An important aspect of the invention is the electrical disposition of the shield. As opposed to the earthed shield in the prior art described above, the shield of the invention is electrically isolated from the cathode; the shield floats. Such a shield does not cause problems of arcing in the cathodic arc mode, but it also proves still to be effective as a shield for the magnetron modes.

An important preferred feature of the source described here concerns the magnetic field used to cause the magnetron effect and contain the arc. This field can be provided by a combination of permanent magnets and variable electromagnets on the air side of the assembly.

Such a magnet assembly can be designed to be moved automatically in such a manner as to allow evaporation of different parts of the target, which may be made of segments of different materials in order to deposit compound or multiple layer coatings. The magnet assembly is preferably so designed as to create a particular shape of magnetic field which allows uniform evaporation of the target with only a simple linear scanning movement.

Alternatively, a more complex motion may be used allowing control over the position of the magnetic field in two axes, in the manner of an x-y plotter. Mounting the magnet assembly in air facilitates linear and two axis scanning.

A specific embodiment of the invention is described below, by way of example, with reference to the accompanying Figures, in which: Fig. 1. shows a perspective view of an embodiment of the invention, the front view being a vertical section Fig. 2 shows a comparison between the magnetic field shape and consequent erosion profiles of a conventional magnetic field and a magnetic field arising from a specific embodiment of the invention.

Figure 1 shows a schematic of an embodiment of such a multiple-mode vapour source, sectioned. Evaporation target plate 1, which is a simple rectangular plate of the material to be evaporated, is fixed to cathode plate 2 by means of clamping pieces 3. Clamping pieces 3 may be fastened to cathode plate 2 by means of screws, toggle clamps or any suitable means. Alternatively, the target plate may be bonded to the cathode plate by means of electrically conductive adhesive, soldering or brazing.

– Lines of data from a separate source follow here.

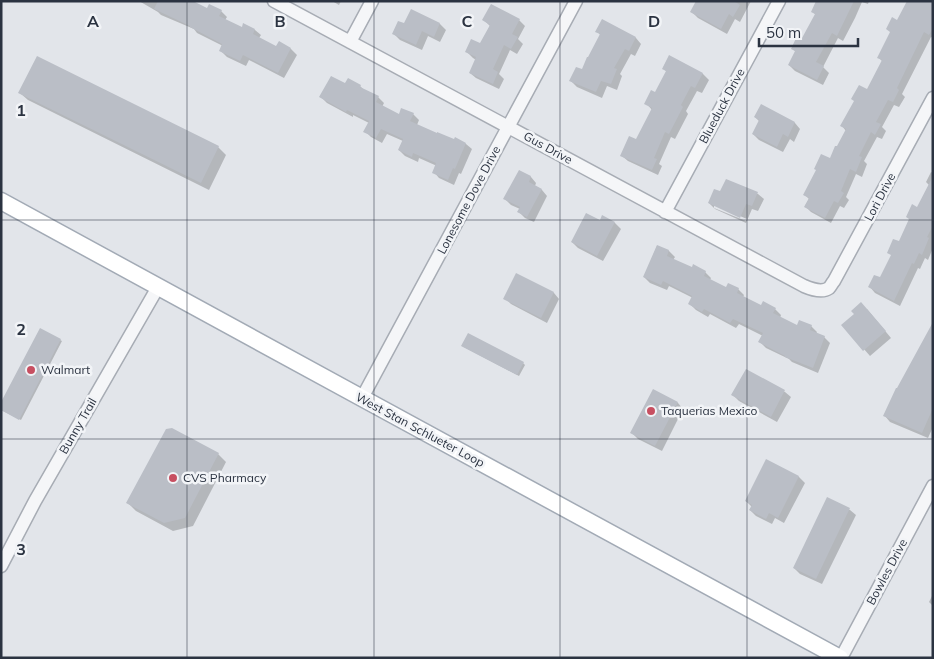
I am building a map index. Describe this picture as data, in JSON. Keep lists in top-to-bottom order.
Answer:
{
  "streets": {
    "main road": ["West Stan Schlueter Loop"],
    "street": [
      "Blueduck Drive",
      "Gus Drive",
      "Lori Drive",
      "Lonesome Dove Drive",
      "Bunny Trail",
      "Bowles Drive"
    ]
  },
  "crossings": [
    ["Blueduck Drive", "Gus Drive"],
    ["Gus Drive", "Lori Drive"],
    ["Gus Drive", "Lonesome Dove Drive"],
    ["Lonesome Dove Drive", "West Stan Schlueter Loop"],
    ["Bunny Trail", "West Stan Schlueter Loop"],
    ["West Stan Schlueter Loop", "Bowles Drive"]
  ],
  "places": ["Walmart", "Taquerias Mexico", "CVS Pharmacy"],
  "scale_bar": "50 m",
  "grid": {
    "columns": [
      "A",
      "B",
      "C",
      "D"
    ],
    "rows": ["1", "2", "3"]
  }
}
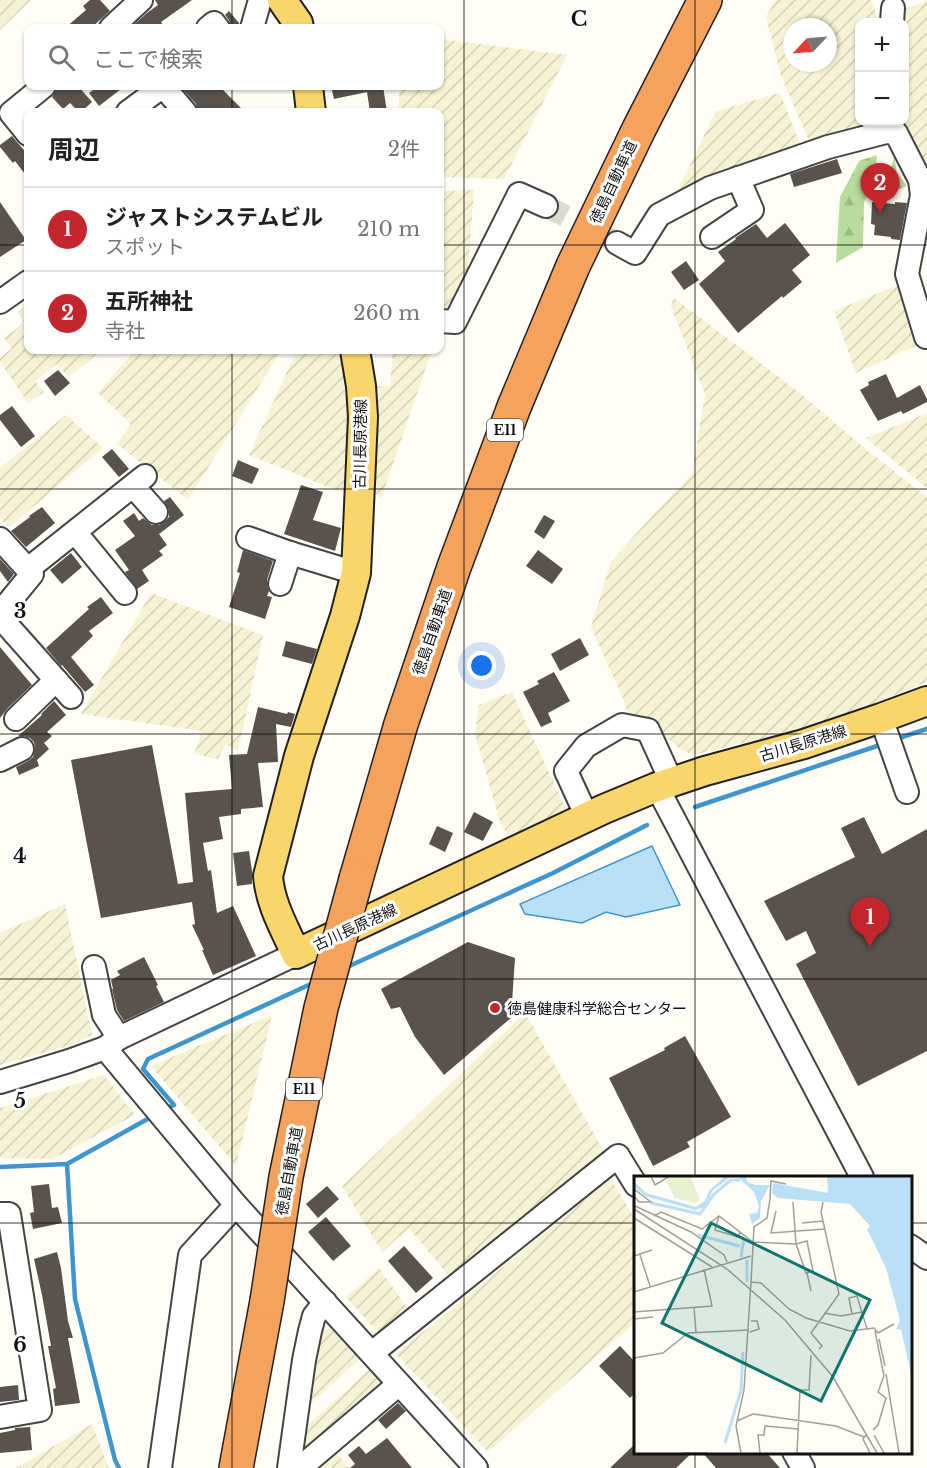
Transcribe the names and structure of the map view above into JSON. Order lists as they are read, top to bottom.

Cathode plate 2 is mounted by screws on electrically insulating spacer 4 which in turn is fixed to the inner side of the wall of vacuum chamber 6. O-ring seals 7 and 8 prevent air ingress into the vacuum chamber. Cathode plate 2 is grooved on the outer side so that backing plate 9 may be bonded to it, allowing cooling fluid (eg water) to flow between plates 2 and 9 to prevent undesirable heating of the target, insulator ring and O-ring seals. Shield 5 is mounted on insulating spacer 4 such that is electrically isolated from both cathode plate 2 and vacuum chamber 6.

This shield prevents sputtering of components other than the deposition target in both of the sputtering modes, and also serves to extinguish the arc should the cathode spot escape the magnetic confinement in the arc mode. Arc containment ring 10 is made of a material of low secondary electron emission ratio, such as boron nitride, and serves to contain the cathode spot motion to the target area in random arc mode. Alternatively, the containment ring may be made of magnetically soft material. This will also contain the cathode spot in the random arc mode, but may interfere with the magnetic field used in the steered arc mode.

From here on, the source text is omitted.